DBS: Lowering target price for Sands China (01928) to HKD 22.86, global outlook remains uncertain.
This line indicates that the advantages of Sands China will surpass those of its peers. It is expected that the Londoner Macao will further enhance customer experience and promote growth in high-end mall foot traffic.
DBS released a research report, predicting that the compound annual growth rates of revenue and profit for Sands China (01928) for the fiscal years 2024 to 2026 will be 10% and 27% respectively. Considering the ongoing tense geopolitical situation and the rapidly changing global outlook, a more conservative stance is maintained, with the target price lowered from HK$26.62 to HK$22.86, and a rating of "buy".
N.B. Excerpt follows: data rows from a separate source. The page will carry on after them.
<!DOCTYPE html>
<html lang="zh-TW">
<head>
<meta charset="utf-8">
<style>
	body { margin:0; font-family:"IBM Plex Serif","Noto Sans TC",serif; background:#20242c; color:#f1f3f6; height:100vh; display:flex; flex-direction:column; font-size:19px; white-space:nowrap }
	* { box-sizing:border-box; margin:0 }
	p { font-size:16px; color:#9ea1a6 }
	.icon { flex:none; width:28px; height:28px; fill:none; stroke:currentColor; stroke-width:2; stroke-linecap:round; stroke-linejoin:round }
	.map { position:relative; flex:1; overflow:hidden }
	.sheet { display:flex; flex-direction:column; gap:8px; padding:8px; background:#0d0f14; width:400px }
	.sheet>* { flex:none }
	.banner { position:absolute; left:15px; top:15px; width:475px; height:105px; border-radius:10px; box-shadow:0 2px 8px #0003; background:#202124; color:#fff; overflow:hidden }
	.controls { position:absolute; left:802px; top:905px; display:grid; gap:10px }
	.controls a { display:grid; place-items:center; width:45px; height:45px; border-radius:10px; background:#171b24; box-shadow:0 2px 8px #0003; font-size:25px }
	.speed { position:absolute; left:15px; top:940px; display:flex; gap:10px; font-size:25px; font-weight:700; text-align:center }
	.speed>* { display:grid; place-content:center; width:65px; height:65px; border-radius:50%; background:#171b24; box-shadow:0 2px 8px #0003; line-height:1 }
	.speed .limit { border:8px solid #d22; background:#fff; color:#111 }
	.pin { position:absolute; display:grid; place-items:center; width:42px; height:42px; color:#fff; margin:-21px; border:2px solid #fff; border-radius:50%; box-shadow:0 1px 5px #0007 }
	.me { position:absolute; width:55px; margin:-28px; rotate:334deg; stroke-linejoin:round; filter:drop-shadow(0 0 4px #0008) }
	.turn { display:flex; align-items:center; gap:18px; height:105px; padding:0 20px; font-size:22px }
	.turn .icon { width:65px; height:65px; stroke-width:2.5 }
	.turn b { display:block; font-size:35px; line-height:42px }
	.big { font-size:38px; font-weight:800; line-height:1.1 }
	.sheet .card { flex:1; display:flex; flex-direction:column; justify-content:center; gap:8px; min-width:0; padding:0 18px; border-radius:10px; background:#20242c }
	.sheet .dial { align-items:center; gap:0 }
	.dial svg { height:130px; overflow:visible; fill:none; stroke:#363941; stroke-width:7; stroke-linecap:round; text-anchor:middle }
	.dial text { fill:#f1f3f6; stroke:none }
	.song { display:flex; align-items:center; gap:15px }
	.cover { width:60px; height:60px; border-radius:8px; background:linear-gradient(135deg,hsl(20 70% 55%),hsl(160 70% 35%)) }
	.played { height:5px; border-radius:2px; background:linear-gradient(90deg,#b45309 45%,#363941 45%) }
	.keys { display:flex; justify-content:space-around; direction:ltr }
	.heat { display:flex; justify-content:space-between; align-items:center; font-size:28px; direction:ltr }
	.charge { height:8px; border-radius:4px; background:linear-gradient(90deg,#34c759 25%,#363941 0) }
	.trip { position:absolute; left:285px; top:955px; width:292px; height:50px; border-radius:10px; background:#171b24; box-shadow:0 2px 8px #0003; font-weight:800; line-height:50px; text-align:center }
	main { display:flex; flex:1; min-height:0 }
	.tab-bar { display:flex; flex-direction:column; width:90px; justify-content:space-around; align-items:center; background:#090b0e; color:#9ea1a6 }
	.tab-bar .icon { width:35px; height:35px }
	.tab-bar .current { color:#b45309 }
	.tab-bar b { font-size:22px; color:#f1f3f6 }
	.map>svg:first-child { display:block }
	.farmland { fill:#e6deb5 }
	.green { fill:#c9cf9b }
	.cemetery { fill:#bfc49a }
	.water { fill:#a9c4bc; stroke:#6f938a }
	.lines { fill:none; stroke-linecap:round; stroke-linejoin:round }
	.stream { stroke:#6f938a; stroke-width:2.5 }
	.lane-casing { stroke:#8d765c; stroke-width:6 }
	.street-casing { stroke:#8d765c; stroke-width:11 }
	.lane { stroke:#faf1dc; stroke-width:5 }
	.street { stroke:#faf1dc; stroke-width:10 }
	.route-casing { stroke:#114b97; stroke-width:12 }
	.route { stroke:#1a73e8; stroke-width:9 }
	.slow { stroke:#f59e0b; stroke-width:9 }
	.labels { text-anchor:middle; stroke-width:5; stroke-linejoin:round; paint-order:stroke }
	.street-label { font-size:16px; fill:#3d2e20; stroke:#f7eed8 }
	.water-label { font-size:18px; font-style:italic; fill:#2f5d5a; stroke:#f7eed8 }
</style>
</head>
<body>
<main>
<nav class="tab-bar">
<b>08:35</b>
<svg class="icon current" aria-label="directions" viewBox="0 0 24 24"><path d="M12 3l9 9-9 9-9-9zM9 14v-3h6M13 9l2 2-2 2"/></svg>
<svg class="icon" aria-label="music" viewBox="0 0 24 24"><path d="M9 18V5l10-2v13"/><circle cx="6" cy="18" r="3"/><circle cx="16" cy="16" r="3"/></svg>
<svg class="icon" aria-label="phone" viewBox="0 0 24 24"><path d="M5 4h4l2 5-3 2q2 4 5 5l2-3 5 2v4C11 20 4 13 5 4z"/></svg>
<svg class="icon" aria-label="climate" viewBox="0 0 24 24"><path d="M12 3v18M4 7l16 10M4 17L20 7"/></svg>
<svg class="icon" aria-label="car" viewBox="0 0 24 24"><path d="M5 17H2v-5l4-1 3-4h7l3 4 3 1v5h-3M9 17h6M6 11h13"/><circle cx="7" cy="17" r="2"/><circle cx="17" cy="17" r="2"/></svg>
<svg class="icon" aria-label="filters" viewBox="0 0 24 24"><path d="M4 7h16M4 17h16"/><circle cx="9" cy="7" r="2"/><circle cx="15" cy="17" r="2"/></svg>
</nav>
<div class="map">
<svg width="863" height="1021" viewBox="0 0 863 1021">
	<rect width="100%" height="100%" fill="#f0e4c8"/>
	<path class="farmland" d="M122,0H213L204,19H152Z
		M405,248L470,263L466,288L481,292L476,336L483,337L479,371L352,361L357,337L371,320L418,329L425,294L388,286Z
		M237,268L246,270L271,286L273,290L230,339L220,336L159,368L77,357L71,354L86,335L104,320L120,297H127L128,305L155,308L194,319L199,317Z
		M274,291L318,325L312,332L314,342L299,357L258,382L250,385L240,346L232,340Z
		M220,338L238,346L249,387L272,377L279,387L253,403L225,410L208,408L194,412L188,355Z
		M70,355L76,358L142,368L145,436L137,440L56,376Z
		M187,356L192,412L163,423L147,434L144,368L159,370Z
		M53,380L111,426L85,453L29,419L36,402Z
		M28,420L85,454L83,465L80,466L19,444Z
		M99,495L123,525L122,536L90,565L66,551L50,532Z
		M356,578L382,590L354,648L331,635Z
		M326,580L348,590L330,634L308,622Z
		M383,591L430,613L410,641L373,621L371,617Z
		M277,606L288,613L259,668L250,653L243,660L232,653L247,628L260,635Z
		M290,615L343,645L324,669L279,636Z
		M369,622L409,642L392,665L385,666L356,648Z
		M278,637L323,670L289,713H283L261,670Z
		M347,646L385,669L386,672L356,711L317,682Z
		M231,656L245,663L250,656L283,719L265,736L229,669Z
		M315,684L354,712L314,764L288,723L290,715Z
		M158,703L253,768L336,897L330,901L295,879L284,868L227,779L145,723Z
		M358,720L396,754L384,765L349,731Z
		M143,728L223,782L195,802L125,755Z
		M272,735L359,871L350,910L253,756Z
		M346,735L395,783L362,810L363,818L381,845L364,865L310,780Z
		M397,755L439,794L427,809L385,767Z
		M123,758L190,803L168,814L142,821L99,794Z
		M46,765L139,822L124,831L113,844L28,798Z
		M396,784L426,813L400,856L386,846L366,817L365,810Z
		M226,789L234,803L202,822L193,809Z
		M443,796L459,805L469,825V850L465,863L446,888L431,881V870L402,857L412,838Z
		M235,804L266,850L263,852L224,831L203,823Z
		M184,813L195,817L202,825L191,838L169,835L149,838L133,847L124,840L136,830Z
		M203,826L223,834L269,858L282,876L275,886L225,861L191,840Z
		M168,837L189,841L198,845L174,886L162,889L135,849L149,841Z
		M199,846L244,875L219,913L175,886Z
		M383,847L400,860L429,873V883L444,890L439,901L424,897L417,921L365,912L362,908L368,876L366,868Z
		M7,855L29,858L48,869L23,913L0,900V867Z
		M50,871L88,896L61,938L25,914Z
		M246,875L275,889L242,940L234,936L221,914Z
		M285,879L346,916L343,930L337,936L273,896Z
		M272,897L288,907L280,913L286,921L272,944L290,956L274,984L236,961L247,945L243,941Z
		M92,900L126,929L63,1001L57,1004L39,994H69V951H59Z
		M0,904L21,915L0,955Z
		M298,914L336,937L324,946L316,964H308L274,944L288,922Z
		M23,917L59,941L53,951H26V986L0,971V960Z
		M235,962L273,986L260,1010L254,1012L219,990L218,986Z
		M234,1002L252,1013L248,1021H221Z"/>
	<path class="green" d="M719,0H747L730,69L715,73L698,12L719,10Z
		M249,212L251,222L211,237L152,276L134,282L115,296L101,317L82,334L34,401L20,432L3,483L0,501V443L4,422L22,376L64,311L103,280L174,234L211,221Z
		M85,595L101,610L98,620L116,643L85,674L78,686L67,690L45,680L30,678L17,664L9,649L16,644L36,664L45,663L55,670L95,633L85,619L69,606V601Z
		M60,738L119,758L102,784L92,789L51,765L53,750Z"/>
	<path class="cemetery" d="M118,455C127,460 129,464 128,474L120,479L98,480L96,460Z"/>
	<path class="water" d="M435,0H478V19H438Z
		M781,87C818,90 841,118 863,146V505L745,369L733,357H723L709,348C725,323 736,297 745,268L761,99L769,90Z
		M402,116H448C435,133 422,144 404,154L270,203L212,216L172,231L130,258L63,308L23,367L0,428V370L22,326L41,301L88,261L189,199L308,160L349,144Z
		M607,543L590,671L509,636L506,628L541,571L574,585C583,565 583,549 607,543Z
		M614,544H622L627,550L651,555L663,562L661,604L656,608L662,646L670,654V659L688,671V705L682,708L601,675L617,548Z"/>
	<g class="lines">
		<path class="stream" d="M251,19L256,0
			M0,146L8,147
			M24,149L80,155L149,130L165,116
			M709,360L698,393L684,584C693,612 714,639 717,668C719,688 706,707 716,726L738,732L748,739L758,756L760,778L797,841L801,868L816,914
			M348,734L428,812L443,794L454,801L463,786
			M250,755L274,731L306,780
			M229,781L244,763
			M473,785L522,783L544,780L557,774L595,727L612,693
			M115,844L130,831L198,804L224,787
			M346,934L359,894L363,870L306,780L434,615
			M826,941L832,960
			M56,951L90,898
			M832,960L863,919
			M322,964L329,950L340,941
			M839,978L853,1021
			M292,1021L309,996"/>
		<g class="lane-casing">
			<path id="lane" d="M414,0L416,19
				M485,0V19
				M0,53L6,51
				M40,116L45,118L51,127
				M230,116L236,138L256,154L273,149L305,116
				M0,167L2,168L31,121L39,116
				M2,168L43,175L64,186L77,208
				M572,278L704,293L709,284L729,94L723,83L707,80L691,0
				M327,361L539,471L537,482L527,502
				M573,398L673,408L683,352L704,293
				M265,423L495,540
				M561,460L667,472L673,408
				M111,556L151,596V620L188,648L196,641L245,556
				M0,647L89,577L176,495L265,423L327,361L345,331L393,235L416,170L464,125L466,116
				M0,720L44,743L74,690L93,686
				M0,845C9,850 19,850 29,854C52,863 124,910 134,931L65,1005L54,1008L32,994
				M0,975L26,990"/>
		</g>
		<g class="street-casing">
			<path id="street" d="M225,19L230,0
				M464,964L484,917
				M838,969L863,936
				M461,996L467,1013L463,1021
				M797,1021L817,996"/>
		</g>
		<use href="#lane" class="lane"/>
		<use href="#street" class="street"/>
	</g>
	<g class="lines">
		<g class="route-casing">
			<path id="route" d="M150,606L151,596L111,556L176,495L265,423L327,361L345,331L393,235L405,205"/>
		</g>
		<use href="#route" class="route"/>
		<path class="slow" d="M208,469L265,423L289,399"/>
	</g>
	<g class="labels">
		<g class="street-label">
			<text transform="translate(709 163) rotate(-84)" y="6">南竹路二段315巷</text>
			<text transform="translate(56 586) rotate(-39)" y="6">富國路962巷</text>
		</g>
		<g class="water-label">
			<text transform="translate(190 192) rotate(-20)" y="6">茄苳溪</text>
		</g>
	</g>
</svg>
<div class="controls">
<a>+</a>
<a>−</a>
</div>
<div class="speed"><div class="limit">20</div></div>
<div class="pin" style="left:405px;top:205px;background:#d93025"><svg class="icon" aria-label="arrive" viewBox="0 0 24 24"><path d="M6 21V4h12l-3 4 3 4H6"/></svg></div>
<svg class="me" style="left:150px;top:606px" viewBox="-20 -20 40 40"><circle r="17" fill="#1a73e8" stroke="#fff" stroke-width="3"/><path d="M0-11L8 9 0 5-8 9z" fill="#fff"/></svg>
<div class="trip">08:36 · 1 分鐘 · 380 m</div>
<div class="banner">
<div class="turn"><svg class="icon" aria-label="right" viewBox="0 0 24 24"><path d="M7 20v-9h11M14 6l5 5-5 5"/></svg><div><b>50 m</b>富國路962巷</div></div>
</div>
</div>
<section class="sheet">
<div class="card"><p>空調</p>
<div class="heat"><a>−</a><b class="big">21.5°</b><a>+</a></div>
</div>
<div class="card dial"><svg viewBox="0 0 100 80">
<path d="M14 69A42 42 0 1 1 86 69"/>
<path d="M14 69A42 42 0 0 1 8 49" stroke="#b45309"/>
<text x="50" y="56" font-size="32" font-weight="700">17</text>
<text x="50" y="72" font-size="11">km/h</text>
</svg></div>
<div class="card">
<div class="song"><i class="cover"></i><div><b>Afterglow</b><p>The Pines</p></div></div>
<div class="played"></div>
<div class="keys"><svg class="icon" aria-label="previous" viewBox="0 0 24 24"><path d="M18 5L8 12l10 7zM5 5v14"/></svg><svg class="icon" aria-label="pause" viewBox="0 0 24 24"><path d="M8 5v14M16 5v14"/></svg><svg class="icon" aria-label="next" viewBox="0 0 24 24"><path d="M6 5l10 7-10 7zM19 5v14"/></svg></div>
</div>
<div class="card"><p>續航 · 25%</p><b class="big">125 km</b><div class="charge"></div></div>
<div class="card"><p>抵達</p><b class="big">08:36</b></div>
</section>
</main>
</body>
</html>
The bank pointed out that Sands China's advantages will surpass those of its peers, expecting the renovation of the Londoner Macao to further enhance customer experience and drive growth in the high-end segment. With the completion of the revamp of the Venetian Macao theatre, and the low base effect from earlier renovation projects since the second quarter of this year, Sands China is expected to gain more market share in terms of gaming revenue. The report mentioned that Macau's gaming revenue increased by 1.7% year-on-year in April, and with the Golden Week performance in May being satisfactory, further acceleration of gaming revenue growth in May is expected. After upgrading its hotel facilities, Sands China should perform well in the second half of the year.